*** Opening of Excerpted records ***

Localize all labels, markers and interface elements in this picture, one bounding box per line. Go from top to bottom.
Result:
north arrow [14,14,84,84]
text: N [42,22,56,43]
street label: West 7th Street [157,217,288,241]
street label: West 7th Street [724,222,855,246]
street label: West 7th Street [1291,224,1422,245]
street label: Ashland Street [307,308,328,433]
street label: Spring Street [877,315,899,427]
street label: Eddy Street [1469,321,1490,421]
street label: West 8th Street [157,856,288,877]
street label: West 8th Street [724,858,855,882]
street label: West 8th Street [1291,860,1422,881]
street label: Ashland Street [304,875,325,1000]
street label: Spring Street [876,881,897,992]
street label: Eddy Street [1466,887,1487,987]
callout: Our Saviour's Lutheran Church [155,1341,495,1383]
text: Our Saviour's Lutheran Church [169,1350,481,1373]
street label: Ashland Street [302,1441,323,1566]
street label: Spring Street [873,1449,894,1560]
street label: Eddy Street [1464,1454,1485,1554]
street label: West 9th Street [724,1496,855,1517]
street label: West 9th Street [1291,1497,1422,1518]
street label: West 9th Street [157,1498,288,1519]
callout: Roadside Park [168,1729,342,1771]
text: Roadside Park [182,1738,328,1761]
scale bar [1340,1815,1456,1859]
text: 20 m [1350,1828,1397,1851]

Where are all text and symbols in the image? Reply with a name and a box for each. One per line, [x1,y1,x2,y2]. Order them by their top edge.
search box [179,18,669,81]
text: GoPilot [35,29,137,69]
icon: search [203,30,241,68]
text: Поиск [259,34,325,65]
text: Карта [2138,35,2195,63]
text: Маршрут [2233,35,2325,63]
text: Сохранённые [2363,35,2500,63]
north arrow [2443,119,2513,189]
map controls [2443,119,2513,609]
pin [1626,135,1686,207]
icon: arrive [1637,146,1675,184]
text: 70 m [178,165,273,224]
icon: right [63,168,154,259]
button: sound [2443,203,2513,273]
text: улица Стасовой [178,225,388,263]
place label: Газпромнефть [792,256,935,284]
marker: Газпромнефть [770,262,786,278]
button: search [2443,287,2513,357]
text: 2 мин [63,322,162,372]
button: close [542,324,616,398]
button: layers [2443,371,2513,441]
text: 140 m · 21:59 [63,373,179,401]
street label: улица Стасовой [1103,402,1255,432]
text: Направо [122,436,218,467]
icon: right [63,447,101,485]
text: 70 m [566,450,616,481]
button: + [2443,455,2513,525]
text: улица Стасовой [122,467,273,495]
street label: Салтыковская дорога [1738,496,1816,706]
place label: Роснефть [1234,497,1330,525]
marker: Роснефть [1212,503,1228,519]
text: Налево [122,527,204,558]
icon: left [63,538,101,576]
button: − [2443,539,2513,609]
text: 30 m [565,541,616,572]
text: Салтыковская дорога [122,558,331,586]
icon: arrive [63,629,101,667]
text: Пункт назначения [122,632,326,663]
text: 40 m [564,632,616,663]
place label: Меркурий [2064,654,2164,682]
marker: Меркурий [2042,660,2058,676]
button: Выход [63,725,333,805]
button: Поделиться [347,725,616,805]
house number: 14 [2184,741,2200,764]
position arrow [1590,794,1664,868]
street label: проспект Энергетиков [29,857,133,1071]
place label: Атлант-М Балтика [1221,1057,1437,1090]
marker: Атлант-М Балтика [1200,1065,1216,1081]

*** Close of Excerpted records ***

Create a word-for-word copy of the whole listing.

> **Expected output**
Localize all labels, markers and interface elements in this picture, one bounding box per line. Go from top to bottom.
Result:
north arrow [14,14,84,84]
text: N [42,22,56,43]
street label: West 7th Street [157,217,288,241]
street label: West 7th Street [724,222,855,246]
street label: West 7th Street [1291,224,1422,245]
street label: Ashland Street [307,308,328,433]
street label: Spring Street [877,315,899,427]
street label: Eddy Street [1469,321,1490,421]
street label: West 8th Street [157,856,288,877]
street label: West 8th Street [724,858,855,882]
street label: West 8th Street [1291,860,1422,881]
street label: Ashland Street [304,875,325,1000]
street label: Spring Street [876,881,897,992]
street label: Eddy Street [1466,887,1487,987]
callout: Our Saviour's Lutheran Church [155,1341,495,1383]
text: Our Saviour's Lutheran Church [169,1350,481,1373]
street label: Ashland Street [302,1441,323,1566]
street label: Spring Street [873,1449,894,1560]
street label: Eddy Street [1464,1454,1485,1554]
street label: West 9th Street [724,1496,855,1517]
street label: West 9th Street [1291,1497,1422,1518]
street label: West 9th Street [157,1498,288,1519]
callout: Roadside Park [168,1729,342,1771]
text: Roadside Park [182,1738,328,1761]
scale bar [1340,1815,1456,1859]
text: 20 m [1350,1828,1397,1851]

Where are all text and symbols in the image? Reply with a name and a box for each. One per line, [x1,y1,x2,y2]. Order them by their top edge.
search box [179,18,669,81]
text: GoPilot [35,29,137,69]
icon: search [203,30,241,68]
text: Поиск [259,34,325,65]
text: Карта [2138,35,2195,63]
text: Маршрут [2233,35,2325,63]
text: Сохранённые [2363,35,2500,63]
north arrow [2443,119,2513,189]
map controls [2443,119,2513,609]
pin [1626,135,1686,207]
icon: arrive [1637,146,1675,184]
text: 70 m [178,165,273,224]
icon: right [63,168,154,259]
button: sound [2443,203,2513,273]
text: улица Стасовой [178,225,388,263]
place label: Газпромнефть [792,256,935,284]
marker: Газпромнефть [770,262,786,278]
button: search [2443,287,2513,357]
text: 2 мин [63,322,162,372]
button: close [542,324,616,398]
button: layers [2443,371,2513,441]
text: 140 m · 21:59 [63,373,179,401]
street label: улица Стасовой [1103,402,1255,432]
text: Направо [122,436,218,467]
icon: right [63,447,101,485]
text: 70 m [566,450,616,481]
button: + [2443,455,2513,525]
text: улица Стасовой [122,467,273,495]
street label: Салтыковская дорога [1738,496,1816,706]
place label: Роснефть [1234,497,1330,525]
marker: Роснефть [1212,503,1228,519]
text: Налево [122,527,204,558]
icon: left [63,538,101,576]
button: − [2443,539,2513,609]
text: 30 m [565,541,616,572]
text: Салтыковская дорога [122,558,331,586]
icon: arrive [63,629,101,667]
text: Пункт назначения [122,632,326,663]
text: 40 m [564,632,616,663]
place label: Меркурий [2064,654,2164,682]
marker: Меркурий [2042,660,2058,676]
button: Выход [63,725,333,805]
button: Поделиться [347,725,616,805]
house number: 14 [2184,741,2200,764]
position arrow [1590,794,1664,868]
street label: проспект Энергетиков [29,857,133,1071]
place label: Атлант-М Балтика [1221,1057,1437,1090]
marker: Атлант-М Балтика [1200,1065,1216,1081]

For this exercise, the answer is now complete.